## ASSIGNMENT
Every line of the entries with the word "edge" in it should be shown.

■ ■ ■ ■

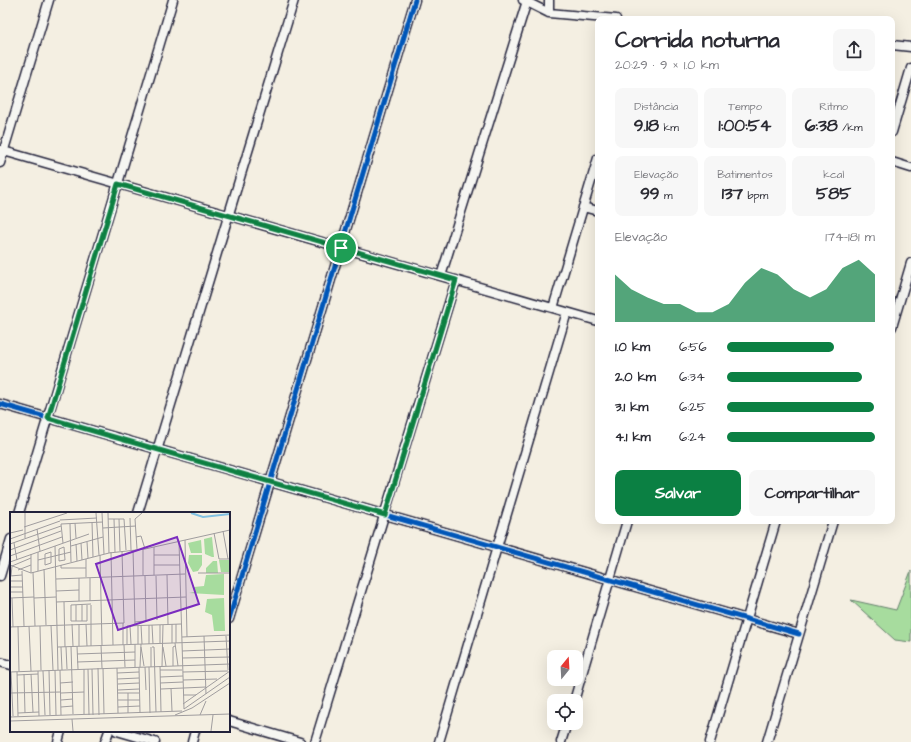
<!DOCTYPE html>
<html lang="pt">
<head>
<meta charset="utf-8">
<style>
  :root { --surface:#fff; --page:#f7f7f7; --text:#2b2b33; --muted:#7c7c81; --accent:#0b8043 }
  body { margin:0; font-family:"Architects Daughter",sans-serif; background:var(--page); color:var(--text); height:100vh; display:flex; flex-direction:column; font-size:15px; white-space:nowrap }
  * { box-sizing:border-box; margin:0 }
  p { font-size:13px; color:var(--muted) }
  .icon { flex:none; width:22px; height:22px; fill:none; stroke:currentColor; stroke-width:2; stroke-linecap:round; stroke-linejoin:round }
  .map { position:relative; flex:1; overflow:hidden }
  .panel { position:absolute; left:595px; top:16px; width:300px; height:508px; display:flex; flex-direction:column; background:var(--surface); border-radius:8px; box-shadow:0 4px 16px #0002 }
  .panel>* { flex:none }
  .needle { width:26px; rotate:18deg }
  .fabs { position:absolute; left:547px; top:650px; display:grid; gap:8px }
  .fabs a { display:grid; place-items:center; width:36px; height:36px; border-radius:8px; background:var(--surface); box-shadow:0 4px 16px #0002; font-size:20px }
  .pin { position:absolute; display:grid; place-items:center; width:34px; height:34px; color:#fff; margin:-17px; border:2px solid #fff; border-radius:50%; box-shadow:0 1px 4px #0007 }
  .round { display:grid; place-items:center; flex:none; width:42px; height:42px; border-radius:8px; background:var(--page) }
  .overview { display:flex; align-items:center; justify-content:space-between; height:68px; padding:0 20px }
  h1 { font-size:22px; font-weight:800; line-height:30px }
  .stats { display:grid; grid-template-columns:repeat(3,1fr); gap:6px; height:68px; padding:4px 20px }
  .stats div { display:grid; align-content:center; border-radius:8px; background:var(--page); text-align:center }
  .stats b { font-size:17px; font-weight:800 }
  .stats small { font-size:11px; font-weight:400 }
  .stats p { font-size:11px }
  .chart { height:112px; padding:8px 20px }
  .chart p { display:flex; justify-content:space-between }
  .chart svg { width:100%; height:72px; margin-top:4px; fill:var(--accent); opacity:.7 }
  .action { display:flex; gap:8px; margin-top:auto; padding:8px 20px }
  .action a { flex:1; height:46px; border-radius:8px; background:var(--accent); color:#fff; font-size:16px; font-weight:800; line-height:46px; text-align:center }
  .action a+a { background:var(--page); color:var(--text) }
  ul { padding:0 20px; list-style:none; font-size:13px }
  li { display:grid; grid-template-columns:64px 48px 1fr; align-items:center; height:30px }
  li i { height:10px; border-radius:5px; background:var(--accent) }
  .map>svg:first-child { display:block }
  .green { fill:#a7dc9e; stroke:#647f6c }
  .lines { fill:none; stroke-linecap:round; stroke-linejoin:round }
  .minor-casing { stroke:#22223b; stroke-width:11 }
  .minor { stroke:#f6f6f2; stroke-width:8 }
  .cycleway-casing { stroke:#f6f6f2; stroke-width:8 }
  .cycleway { stroke:#0057b8; stroke-width:5 }
  .route-casing { stroke:#fff; stroke-width:8 }
  .route { stroke:#0b8043; stroke-width:5 }
  .inset-river { fill:none; stroke:#82c2e3; stroke-width:2 }
  .inset-road { fill:none; stroke:#a09d9f; stroke-width:1 }
  .view { fill:#7b2cbf; fill-opacity:0.15; stroke:#7b2cbf; stroke-width:2 }
  .inset-edge { fill:none; stroke:#22223b; stroke-width:2 }
</style>
</head>
<body>
<div class="map">
<svg width="911" height="742" viewBox="0 0 911 742">
  <rect width="100%" height="100%" fill="#f4efe2"/>
  <filter id="ink" filterUnits="userSpaceOnUse"><feTurbulence type="fractalNoise" baseFrequency=".025" numOctaves="2"/><feDisplacementMap in="SourceGraphic" scale="8" xChannelSelector="R" yChannelSelector="G"/><feConvolveMatrix kernelMatrix="1 2 1 2 8 2 1 2 1" color-interpolation-filters="sRGB"/></filter>
  <g filter="url(#ink)">
    <path class="green" d="M 911,571 L 911,642 L 895,640 L 851,600 L 896,610 Z"/>
    <g class="lines">
      <g class="minor-casing">
        <path id="minor" d="M 523,0 L 549,13 L 616,19
          M 549,13 L 549,0
          M 892,45 L 911,47
          M 892,132 L 911,68
          M 0,150 L 598,321
          M 892,162 L 911,168
          M 0,163 L 49,0
          M 583,207 L 598,211
          M 441,276 L 527,1
          M 553,308 L 598,158
          M 892,327 L 911,263
          M 0,404 L 799,634
          M 19,513 L 173,0
          M 138,513 L 294,0
          M 0,576 L 11,539
          M 229,619 L 415,0
          M 0,662 L 11,665
          M 574,701 L 627,521
          M 229,721 L 300,742
          M 117,731 L 155,742
          M 58,742 L 61,731
          M 105,742 L 109,731
          M 192,742 L 195,731
          M 315,742 L 456,280
          M 439,742 L 567,312
          M 561,742 L 567,723
          M 710,742 L 776,521
          M 767,742 L 833,521"/>
      </g>
      <use href="#minor" class="minor"/>
      <g class="cycleway-casing">
        <path id="cycleway" d="M 0,404 L 799,634
          M 229,619 L 415,0"/>
      </g>
      <use href="#cycleway" class="cycleway"/>
    </g>
  </g>
  <g class="lines" filter="url(#ink)">
    <g class="route-casing">
      <path id="route" d="M 118,184 L 456,280 L 385,515 L 48,418 Z"/>
    </g>
    <use href="#route" class="route"/>
  </g>
  <g transform="translate(10 512)">
    <rect width="220" height="220" fill="#f4efe2"/>
    <path d="M 202,25 L 204,45 L 202,45 L 195,42 L 194,27 ZM 191,28 L 192,41 L 181,41 L 178,31 ZM 179,43 L 192,43 L 192,53 L 188,59 L 183,60 L 178,51 ZM 209,48 L 220,48 L 220,60 L 211,60 ZM 203,49 L 207,49 L 208,61 L 196,61 L 196,56 ZM 214,62 L 214,83 L 179,81 L 184,80 L 184,75 L 194,74 L 196,63 ZM 214,86 L 215,119 L 204,119 L 202,103 L 195,100 L 197,87 Z" fill="#a7dc9e"/>
    <path class="inset-river" d="M 181,1 L 193,5 L 220,2"/>
    <path class="inset-road" d="M 15,1 L 15,26M 86,1 L 89,43M 92,1 L 94,42M 98,1 L 99,41M 120,6 L 121,38M 98,7 L 114,7 L 116,38M 104,7 L 105,40M 109,7 L 110,39M 50,8 L 87,6M 82,10 L 83,45M 65,11 L 66,26M 51,12 L 93,10M 51,12 L 53,31M 60,12 L 61,50M 14,15 L 57,1M 93,16 L 126,14M 27,17 L 30,39M 213,19 L 218,47M 0,21 L 13,18M 204,21 L 209,47 L 220,47M 126,25 L 131,24 L 135,37M 0,27 L 50,9M 175,28 L 177,125M 77,30 L 78,46M 169,30 L 174,197M 4,31 L 7,48M 71,31 L 72,48M 0,32 L 51,14M 66,32 L 67,49M 45,34 L 48,158M 61,34 L 93,25M 54,35 L 55,48 L 49,49 L 49,37 ZM 144,35 L 144,63M 127,37 L 125,7 L 132,1M 133,37 L 133,63M 0,38 L 51,19M 123,38 L 125,113M 28,40 L 28,59M 41,40 L 41,51 L 35,53 L 35,42 ZM 101,40 L 103,133M 21,42 L 21,61M 90,43 L 92,133M 144,43 L 170,43M 0,44 L 52,25M 76,47 L 76,65M 28,48 L 61,40M 0,50 L 79,22M 0,53 L 21,61 L 99,41 L 135,37 L 220,18M 51,53 L 51,56 L 76,56M 144,53 L 170,53M 34,57 L 36,113M 8,58 L 21,53M 12,59 L 14,114M 23,60 L 25,114M 188,61 L 220,61M 157,63 L 158,112M 0,64 L 12,63M 1,64 L 2,54 L 21,46M 146,64 L 147,108M 69,66 L 69,89M 80,66 L 80,89M 46,67 L 175,62M 0,69 L 13,69M 0,75 L 13,75M 46,79 L 69,78M 0,80 L 13,80M 0,86 L 24,85M 2,86 L 3,115M 24,86 L 46,85M 46,90 L 176,85M 54,90 L 55,135M 66,93 L 66,109M 72,93 L 72,109M 77,93 L 77,109 L 61,109 L 61,93 L 81,92M 81,93 L 81,134M 125,110 L 136,109 L 135,64M 113,111 L 113,133M 62,112 L 63,134M 69,112 L 69,134M 76,112 L 77,134M 162,112 L 162,131M 166,112 L 166,131M 41,113 L 43,158M 128,113 L 128,132M 131,113 L 132,132M 139,113 L 139,132M 142,113 L 143,132M 150,113 L 150,131M 8,114 L 9,159M 19,114 L 21,159M 30,114 L 31,158M 120,114 L 121,132M 0,115 L 114,111 L 112,39M 194,124 L 196,182M 216,124 L 218,158M 172,125 L 220,123M 165,131 L 168,154M 117,132 L 117,114 L 171,112M 125,132 L 125,155M 91,133 L 92,156M 114,133 L 115,155M 61,134 L 63,202M 67,134 L 68,157M 48,135 L 220,129M 51,135 L 52,158M 56,135 L 57,157M 131,135 L 134,154M 142,135 L 144,135 L 146,200M 153,135 L 156,154M 172,139 L 220,137M 67,142 L 125,140M 172,146 L 220,145M 67,150 L 125,148M 150,154 L 151,200M 152,154 L 153,113M 163,154 L 163,135 L 165,134M 129,155 L 130,201M 130,155 L 131,132M 135,155 L 136,178M 139,155 L 140,201M 141,155 L 141,135M 88,156 L 89,203M 93,156 L 94,202M 107,156 L 108,201M 74,157 L 74,202M 78,157 L 79,203M 82,157 L 83,203M 39,158 L 40,203M 45,158 L 46,203M 50,158 L 51,203M 150,158 L 172,158M 28,159 L 29,204M 33,159 L 35,203M 0,160 L 220,152M 1,160 L 3,204M 7,160 L 8,204M 173,160 L 218,159M 107,161 L 129,160M 14,162 L 15,201M 21,162 L 23,200M 7,163 L 28,162M 150,165 L 173,164M 107,167 L 129,166M 173,168 L 207,167M 50,171 L 63,170M 150,171 L 173,170M 108,172 L 129,171M 161,176 L 162,199M 151,177 L 196,175M 108,178 L 129,177M 0,181 L 51,180M 51,181 L 74,180M 108,181 L 129,181M 118,181 L 118,201M 173,183 L 186,183M 51,188 L 63,187M 108,188 L 130,188M 173,192 L 220,159M 51,195 L 63,194M 108,195 L 130,194M 174,197 L 220,165M 8,201 L 29,200M 165,203 L 182,196 L 220,171M 190,203 L 196,189M 0,205 L 172,199M 62,207 L 63,219M 0,209 L 220,202M 201,219 L 203,203"/>
    <path class="view" d="M 167,25 L 189,92 L 108,118 L 86,52 Z"/>
    <rect width="220" height="220" class="inset-edge"/>
  </g>
</svg>
<div class="fabs">
<a><svg class="needle" viewBox="-14 -14 28 28"><path d="M0-13l5 13h-10z" fill="#e53935"/><path d="M0 13l5-13h-10z" fill="#7c7c81"/></svg></a>
<a><svg class="icon" aria-label="locate" viewBox="0 0 24 24"><circle cx="12" cy="12" r="6"/><path d="M12 2v4M12 18v4M2 12h4M18 12h4"/></svg></a>
</div>
<div class="pin" style="left:341px;top:248px;background:#1e9e55"><svg class="icon" aria-label="arrive" viewBox="0 0 24 24"><path d="M6 21V4h12l-3 4 3 4H6"/></svg></div>
<section class="panel">
<div class="overview"><div><h1>Corrida noturna</h1><p>20:29 · 9 × 1.0 km</p></div><a class="round"><svg class="icon" aria-label="share" viewBox="0 0 24 24"><path d="M12 15V3M7 8l5-5 5 5M5 13v7h14v-7"/></svg></a></div>
<div class="stats">
<div><p>Distância</p><b>9.18<small> km</small></b></div>
<div><p>Tempo</p><b>1:00:54</b></div>
<div><p>Ritmo</p><b>6:38<small> /km</small></b></div>
</div>
<div class="stats">
<div><p>Elevação</p><b>99<small> m</small></b></div>
<div><p>Batimentos</p><b>137<small> bpm</small></b></div>
<div><p>kcal</p><b>585</b></div>
</div>
<div class="chart"><p><span>Elevação</span>174–181 m</p>
<svg viewBox="0 0 160 44" preserveAspectRatio="none"><path d="M0 44V15L10 24L20 29L30 33L40 33L50 38L60 38L70 33L80 20L90 11L100 15L110 24L120 29L130 24L140 11L150 6L160 15V44z"/></svg>
</div>
<ul>
<li><b>1.0 km</b>6:56<i style="width:72%"></i></li>
<li><b>2.0 km</b>6:34<i style="width:91%"></i></li>
<li><b>3.1 km</b>6:25<i style="width:99%"></i></li>
<li><b>4.1 km</b>6:24<i style="width:100%"></i></li>
</ul>
<div class="action"><a>Salvar</a><a>Compartilhar</a></div>
</section>
</div>
</body>
</html>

■ ■ ■ ■

## EXERCISE SOLUTION
  .inset-edge { fill:none; stroke:#22223b; stroke-width:2 }
    <rect width="220" height="220" class="inset-edge"/>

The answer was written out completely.